Emilio Lamo de Espinosa

Biografía

  • Doctor en Derecho por la Universidad Complutense, doctor en Sociología por la Universidad de California-UCSB (1979) donde amplió estudios a comienzos de los años 70, y ha sido Visiting Professor. Desde 1982 es Catedrático de Sociología en la Universidad Complutense.
  • Estuvo al cargo de la reforma de la Universidad española durante el primer gobierno socialista de Felipe González (1982-1987), tarea por la que se le concedió la Gran Cruz de Alfonso X el Sabio y el grado de Officier de l’Ordre des Palmes Academiques por servicios a la cultura francesa.
  • Durante casi diez años (1992-2002) fue director del Instituto Universitario Ortega y Gasset, el mayor centro de postgrado en ciencias sociales de España. De 2002 al 2005 se encargó, como Director, de la fundación del Real Instituto Elcano de Estudios Internacionales y Estratégicos, primer think tank español en estudios internacionales. Entre el 2007 y el 2010 fue Presidente de la Federación Española de Sociología, de la que es Miembro de Honor.

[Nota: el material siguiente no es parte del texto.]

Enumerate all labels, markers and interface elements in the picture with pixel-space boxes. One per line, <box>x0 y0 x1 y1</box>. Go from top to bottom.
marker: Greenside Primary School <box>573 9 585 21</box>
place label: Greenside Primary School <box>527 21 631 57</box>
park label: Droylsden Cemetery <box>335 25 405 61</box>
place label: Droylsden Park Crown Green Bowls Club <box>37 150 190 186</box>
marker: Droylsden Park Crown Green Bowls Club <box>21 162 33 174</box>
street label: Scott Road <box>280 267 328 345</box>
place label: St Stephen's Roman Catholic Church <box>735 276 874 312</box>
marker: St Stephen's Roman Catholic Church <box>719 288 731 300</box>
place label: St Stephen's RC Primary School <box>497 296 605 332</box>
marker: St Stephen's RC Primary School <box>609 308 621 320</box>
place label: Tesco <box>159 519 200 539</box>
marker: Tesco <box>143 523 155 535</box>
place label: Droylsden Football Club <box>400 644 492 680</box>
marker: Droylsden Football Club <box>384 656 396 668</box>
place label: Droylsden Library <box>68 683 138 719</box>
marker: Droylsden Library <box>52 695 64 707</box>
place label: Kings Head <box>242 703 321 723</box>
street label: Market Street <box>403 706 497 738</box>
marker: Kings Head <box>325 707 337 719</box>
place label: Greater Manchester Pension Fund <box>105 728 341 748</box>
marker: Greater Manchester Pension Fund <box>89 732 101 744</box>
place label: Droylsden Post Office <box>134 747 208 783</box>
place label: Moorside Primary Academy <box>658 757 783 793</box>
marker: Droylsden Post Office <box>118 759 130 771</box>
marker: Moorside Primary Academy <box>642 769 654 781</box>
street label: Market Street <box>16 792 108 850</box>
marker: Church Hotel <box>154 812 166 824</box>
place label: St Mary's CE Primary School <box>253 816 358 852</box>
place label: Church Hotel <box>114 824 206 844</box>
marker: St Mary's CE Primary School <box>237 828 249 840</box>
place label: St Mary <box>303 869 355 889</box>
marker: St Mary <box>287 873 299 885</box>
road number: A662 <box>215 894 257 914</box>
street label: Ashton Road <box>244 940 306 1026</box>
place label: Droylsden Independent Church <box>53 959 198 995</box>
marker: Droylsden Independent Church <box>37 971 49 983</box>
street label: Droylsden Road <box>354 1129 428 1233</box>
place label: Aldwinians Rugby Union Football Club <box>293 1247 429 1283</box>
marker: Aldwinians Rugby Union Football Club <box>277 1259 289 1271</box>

  • Es Doctor Honoris Causa por la Universidad de Salamanca, Premio Otto de Habsburgo 2014, Académico Numerario de la Real Academia de Ciencias Morales y Políticas y de la Academia Europea de Ciencias y Artes, colaborador habitual en la prensa y patrono o asesor de numerosas fundaciones: Fundación Consejo España-Estados Unidos (de la que es actualmente vice presidente), Fundación Real Instituto Elcano, Fundación Ortega y Gasset-Marañón, Fundación Carolina, Fundación Transición Política Española, Fundación Fernando Pombo, Fundación Príncipe de Girona y Fundación Botín. También es miembro del consejo editorial de la Revista Internacional de Transparencia e Integridad.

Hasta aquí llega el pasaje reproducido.